What you will do: The answer must be one number: how many lines below contain the word "width".

Source information:
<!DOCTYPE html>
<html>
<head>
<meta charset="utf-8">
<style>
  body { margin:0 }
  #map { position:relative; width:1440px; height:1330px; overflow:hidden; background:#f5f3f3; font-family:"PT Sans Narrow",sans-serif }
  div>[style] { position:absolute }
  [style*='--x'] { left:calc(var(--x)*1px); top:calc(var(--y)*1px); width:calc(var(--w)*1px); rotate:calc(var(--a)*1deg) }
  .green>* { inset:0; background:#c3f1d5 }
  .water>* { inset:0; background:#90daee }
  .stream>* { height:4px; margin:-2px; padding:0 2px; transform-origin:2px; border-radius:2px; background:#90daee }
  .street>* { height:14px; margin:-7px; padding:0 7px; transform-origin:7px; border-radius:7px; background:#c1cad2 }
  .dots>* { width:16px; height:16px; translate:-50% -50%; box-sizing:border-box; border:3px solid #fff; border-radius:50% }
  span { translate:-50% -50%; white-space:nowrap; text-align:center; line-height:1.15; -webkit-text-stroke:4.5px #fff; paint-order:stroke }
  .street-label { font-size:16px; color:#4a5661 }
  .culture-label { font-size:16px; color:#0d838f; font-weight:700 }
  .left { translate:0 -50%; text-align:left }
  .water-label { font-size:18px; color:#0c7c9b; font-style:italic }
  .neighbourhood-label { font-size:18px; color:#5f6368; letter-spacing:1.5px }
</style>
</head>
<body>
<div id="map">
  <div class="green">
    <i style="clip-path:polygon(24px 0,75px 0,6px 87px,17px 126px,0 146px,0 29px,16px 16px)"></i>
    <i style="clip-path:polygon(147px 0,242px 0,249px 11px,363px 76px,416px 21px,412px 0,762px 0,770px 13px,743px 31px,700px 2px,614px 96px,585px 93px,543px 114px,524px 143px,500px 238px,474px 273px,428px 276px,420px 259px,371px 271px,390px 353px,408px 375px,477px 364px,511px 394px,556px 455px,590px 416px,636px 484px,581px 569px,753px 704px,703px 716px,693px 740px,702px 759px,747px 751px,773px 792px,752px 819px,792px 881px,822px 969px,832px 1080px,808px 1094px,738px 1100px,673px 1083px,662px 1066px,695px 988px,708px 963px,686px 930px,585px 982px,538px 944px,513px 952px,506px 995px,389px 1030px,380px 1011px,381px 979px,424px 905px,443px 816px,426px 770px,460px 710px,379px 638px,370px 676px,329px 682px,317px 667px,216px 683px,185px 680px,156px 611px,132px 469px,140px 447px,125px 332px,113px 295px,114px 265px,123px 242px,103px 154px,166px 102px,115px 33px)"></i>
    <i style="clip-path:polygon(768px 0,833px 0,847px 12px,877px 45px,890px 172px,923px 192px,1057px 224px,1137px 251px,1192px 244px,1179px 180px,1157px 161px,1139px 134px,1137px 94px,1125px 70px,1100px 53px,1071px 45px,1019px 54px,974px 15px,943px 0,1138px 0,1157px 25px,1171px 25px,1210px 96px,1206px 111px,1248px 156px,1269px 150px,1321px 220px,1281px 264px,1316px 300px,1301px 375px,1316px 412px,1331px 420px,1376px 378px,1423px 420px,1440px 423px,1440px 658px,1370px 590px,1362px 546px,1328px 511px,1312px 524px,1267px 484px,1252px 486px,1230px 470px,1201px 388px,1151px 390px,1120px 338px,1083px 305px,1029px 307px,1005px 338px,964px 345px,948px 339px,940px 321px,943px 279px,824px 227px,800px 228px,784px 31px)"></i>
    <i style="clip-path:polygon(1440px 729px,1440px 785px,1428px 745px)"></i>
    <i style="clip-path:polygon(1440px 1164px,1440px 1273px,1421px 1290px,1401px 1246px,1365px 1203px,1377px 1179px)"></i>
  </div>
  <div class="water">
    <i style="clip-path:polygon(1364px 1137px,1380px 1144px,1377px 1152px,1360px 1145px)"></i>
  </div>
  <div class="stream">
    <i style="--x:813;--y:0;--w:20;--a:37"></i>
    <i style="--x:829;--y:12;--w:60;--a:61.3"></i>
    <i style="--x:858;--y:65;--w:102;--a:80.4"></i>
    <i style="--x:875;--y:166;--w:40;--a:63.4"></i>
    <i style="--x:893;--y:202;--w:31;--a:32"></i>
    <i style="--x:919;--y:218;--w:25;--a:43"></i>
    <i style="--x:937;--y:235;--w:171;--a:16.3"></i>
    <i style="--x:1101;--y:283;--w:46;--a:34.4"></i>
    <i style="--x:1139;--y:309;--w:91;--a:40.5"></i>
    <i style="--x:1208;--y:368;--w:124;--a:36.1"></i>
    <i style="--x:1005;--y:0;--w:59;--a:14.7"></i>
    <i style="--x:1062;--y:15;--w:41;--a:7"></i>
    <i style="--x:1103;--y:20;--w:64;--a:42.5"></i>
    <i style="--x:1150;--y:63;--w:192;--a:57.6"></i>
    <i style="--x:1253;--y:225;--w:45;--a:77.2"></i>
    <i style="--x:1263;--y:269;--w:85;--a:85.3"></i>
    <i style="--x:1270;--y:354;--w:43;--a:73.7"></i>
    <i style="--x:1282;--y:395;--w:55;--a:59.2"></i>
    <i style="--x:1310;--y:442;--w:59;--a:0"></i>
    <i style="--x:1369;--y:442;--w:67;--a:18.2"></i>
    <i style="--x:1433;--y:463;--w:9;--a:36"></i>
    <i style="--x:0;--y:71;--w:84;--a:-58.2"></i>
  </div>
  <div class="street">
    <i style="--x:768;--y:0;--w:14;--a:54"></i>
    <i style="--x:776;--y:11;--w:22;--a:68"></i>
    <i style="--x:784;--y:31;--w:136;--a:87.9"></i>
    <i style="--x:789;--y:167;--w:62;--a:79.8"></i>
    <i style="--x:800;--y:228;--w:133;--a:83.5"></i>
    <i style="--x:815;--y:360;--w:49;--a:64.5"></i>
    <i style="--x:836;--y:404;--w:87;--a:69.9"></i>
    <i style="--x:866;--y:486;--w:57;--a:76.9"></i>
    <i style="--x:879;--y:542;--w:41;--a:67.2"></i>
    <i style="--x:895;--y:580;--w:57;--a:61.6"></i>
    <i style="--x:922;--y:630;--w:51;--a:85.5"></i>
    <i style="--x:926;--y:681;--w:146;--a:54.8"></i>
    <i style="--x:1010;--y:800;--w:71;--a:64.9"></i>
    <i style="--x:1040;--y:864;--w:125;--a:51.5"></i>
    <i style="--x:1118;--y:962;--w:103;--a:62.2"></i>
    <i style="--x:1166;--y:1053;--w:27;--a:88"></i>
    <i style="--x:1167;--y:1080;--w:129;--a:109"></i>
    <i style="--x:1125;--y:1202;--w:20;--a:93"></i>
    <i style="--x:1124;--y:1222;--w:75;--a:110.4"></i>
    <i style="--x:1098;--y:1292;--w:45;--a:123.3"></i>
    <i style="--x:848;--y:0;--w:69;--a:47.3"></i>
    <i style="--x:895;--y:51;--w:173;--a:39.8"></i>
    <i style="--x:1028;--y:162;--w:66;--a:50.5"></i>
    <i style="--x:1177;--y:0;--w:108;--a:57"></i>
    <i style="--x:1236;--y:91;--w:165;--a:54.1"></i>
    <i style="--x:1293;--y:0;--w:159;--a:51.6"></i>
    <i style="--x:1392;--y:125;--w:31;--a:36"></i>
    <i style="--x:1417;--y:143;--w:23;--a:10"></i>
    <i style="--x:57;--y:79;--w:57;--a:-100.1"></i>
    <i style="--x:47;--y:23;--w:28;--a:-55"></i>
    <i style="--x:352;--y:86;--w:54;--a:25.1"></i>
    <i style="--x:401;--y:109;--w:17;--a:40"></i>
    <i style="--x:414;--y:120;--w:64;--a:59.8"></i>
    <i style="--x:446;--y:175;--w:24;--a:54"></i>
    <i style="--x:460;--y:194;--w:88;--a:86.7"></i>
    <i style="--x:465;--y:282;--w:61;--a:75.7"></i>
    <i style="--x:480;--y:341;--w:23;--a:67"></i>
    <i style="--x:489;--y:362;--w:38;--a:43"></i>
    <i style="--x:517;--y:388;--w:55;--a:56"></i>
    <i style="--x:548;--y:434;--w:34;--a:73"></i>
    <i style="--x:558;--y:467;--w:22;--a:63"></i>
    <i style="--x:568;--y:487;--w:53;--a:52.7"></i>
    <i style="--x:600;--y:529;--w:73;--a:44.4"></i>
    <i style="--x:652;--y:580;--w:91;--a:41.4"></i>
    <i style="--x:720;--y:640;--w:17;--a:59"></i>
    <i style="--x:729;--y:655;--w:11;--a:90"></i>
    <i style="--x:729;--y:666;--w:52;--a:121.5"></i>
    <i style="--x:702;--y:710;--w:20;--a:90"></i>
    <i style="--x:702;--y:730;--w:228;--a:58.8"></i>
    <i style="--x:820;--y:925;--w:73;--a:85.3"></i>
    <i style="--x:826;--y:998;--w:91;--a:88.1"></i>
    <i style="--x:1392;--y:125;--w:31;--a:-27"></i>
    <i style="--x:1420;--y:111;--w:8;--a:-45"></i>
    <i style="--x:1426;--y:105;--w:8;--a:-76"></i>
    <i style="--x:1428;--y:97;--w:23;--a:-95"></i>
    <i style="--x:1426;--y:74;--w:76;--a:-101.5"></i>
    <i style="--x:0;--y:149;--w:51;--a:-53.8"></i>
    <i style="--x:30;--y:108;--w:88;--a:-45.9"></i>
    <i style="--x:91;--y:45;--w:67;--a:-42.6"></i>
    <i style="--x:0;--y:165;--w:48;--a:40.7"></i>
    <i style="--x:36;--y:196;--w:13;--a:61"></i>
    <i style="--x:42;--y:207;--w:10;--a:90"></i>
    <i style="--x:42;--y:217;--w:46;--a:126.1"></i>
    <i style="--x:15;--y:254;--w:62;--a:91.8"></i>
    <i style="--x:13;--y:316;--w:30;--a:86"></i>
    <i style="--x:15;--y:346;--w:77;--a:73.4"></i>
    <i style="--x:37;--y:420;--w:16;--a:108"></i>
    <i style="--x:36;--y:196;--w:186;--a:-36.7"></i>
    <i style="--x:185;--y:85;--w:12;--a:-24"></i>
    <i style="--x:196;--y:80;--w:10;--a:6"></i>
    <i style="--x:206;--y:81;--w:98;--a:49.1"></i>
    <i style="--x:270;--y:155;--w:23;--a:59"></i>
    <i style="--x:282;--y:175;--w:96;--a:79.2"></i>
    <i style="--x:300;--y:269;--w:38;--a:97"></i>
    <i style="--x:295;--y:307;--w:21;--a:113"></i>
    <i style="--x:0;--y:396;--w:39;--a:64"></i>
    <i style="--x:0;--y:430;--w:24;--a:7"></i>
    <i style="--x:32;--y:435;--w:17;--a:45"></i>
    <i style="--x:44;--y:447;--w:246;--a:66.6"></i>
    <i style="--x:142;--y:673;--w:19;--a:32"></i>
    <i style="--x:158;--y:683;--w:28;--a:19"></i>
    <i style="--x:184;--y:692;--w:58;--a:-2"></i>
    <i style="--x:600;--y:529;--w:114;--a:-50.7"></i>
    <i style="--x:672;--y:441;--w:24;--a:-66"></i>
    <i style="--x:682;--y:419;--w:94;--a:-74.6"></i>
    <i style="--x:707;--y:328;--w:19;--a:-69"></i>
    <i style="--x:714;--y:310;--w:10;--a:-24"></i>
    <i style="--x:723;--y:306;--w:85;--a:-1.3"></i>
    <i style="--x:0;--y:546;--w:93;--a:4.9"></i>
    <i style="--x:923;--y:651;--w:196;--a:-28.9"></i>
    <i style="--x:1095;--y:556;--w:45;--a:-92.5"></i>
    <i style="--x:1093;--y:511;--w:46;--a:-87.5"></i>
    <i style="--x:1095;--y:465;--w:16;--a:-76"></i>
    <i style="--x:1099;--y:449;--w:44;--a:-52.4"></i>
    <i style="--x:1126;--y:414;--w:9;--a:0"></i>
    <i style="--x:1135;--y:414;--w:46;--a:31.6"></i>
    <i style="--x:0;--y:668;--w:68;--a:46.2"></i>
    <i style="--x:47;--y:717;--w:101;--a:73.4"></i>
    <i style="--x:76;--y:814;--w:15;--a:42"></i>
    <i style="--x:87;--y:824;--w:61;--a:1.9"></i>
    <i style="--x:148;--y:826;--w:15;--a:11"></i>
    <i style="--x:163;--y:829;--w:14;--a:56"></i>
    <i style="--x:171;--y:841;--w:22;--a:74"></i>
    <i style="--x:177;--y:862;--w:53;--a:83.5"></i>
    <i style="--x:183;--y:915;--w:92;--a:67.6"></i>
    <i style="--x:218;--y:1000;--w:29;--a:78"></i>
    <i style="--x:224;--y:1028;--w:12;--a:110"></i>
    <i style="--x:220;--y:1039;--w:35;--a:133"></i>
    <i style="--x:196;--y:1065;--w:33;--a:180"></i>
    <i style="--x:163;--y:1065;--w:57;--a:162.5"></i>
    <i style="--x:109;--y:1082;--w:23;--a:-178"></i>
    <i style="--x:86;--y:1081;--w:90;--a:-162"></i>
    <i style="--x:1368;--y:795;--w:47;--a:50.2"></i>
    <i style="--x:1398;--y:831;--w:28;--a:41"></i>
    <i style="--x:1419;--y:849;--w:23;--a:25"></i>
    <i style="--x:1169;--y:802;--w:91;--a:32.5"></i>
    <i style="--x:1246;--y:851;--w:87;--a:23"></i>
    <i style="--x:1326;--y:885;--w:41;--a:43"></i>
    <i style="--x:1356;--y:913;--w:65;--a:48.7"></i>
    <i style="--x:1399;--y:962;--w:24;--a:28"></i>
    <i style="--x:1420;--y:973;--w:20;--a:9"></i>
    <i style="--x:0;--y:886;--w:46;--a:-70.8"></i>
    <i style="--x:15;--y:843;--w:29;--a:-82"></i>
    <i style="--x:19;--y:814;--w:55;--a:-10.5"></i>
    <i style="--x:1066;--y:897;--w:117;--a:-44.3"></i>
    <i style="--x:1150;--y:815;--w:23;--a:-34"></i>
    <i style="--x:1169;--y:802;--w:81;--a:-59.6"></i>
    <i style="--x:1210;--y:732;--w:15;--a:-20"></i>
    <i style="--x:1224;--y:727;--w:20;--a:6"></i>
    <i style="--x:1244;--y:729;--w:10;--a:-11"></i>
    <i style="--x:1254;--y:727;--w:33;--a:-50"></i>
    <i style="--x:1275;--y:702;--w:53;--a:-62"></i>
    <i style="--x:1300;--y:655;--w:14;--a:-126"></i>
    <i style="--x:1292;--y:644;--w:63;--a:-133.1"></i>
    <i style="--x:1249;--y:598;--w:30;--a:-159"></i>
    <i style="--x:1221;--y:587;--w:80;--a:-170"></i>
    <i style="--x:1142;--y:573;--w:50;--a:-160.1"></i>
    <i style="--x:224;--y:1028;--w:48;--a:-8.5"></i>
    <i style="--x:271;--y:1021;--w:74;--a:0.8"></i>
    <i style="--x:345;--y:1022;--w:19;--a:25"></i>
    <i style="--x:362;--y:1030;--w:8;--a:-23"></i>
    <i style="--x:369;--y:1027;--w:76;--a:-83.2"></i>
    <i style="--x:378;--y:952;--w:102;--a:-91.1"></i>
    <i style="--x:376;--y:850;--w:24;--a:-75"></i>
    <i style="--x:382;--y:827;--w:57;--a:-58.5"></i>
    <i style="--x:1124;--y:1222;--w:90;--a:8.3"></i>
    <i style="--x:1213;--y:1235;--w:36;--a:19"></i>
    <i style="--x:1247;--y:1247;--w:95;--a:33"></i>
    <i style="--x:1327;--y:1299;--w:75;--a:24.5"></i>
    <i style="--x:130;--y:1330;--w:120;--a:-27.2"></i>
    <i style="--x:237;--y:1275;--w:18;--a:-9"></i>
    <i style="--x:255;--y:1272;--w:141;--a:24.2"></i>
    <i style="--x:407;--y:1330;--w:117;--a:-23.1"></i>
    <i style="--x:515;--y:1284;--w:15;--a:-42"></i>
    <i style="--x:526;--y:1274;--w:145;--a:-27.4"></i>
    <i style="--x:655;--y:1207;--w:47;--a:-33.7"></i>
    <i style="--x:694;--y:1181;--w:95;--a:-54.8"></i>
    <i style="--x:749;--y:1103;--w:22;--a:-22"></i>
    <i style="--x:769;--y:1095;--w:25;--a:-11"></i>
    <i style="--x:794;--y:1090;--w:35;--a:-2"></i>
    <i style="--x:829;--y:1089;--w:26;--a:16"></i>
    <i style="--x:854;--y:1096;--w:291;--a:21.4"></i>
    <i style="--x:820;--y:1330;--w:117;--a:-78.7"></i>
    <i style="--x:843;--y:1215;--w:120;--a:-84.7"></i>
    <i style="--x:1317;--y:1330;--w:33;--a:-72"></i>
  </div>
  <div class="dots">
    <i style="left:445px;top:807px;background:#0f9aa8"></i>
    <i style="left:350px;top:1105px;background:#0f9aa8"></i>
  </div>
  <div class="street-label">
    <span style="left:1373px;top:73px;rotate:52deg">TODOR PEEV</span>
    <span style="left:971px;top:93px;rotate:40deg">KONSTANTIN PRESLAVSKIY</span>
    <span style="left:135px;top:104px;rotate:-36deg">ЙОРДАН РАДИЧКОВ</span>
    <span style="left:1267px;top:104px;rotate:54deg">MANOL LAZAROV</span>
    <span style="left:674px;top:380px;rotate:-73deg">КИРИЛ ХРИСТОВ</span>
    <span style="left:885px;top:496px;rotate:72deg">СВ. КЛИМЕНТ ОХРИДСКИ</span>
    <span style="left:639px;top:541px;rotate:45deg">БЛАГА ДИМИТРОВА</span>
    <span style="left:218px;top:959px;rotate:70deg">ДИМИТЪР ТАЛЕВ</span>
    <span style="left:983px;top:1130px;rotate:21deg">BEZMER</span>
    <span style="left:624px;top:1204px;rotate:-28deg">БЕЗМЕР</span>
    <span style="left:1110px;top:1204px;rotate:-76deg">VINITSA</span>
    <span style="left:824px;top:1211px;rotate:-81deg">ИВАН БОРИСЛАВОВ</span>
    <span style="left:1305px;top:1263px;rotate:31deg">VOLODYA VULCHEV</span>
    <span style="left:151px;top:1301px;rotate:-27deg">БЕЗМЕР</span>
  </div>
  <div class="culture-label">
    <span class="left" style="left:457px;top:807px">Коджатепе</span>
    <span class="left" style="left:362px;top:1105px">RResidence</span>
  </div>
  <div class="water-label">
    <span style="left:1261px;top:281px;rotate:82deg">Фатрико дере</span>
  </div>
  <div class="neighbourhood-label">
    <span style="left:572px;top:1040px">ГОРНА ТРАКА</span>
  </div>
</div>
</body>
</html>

Exercise answer: 3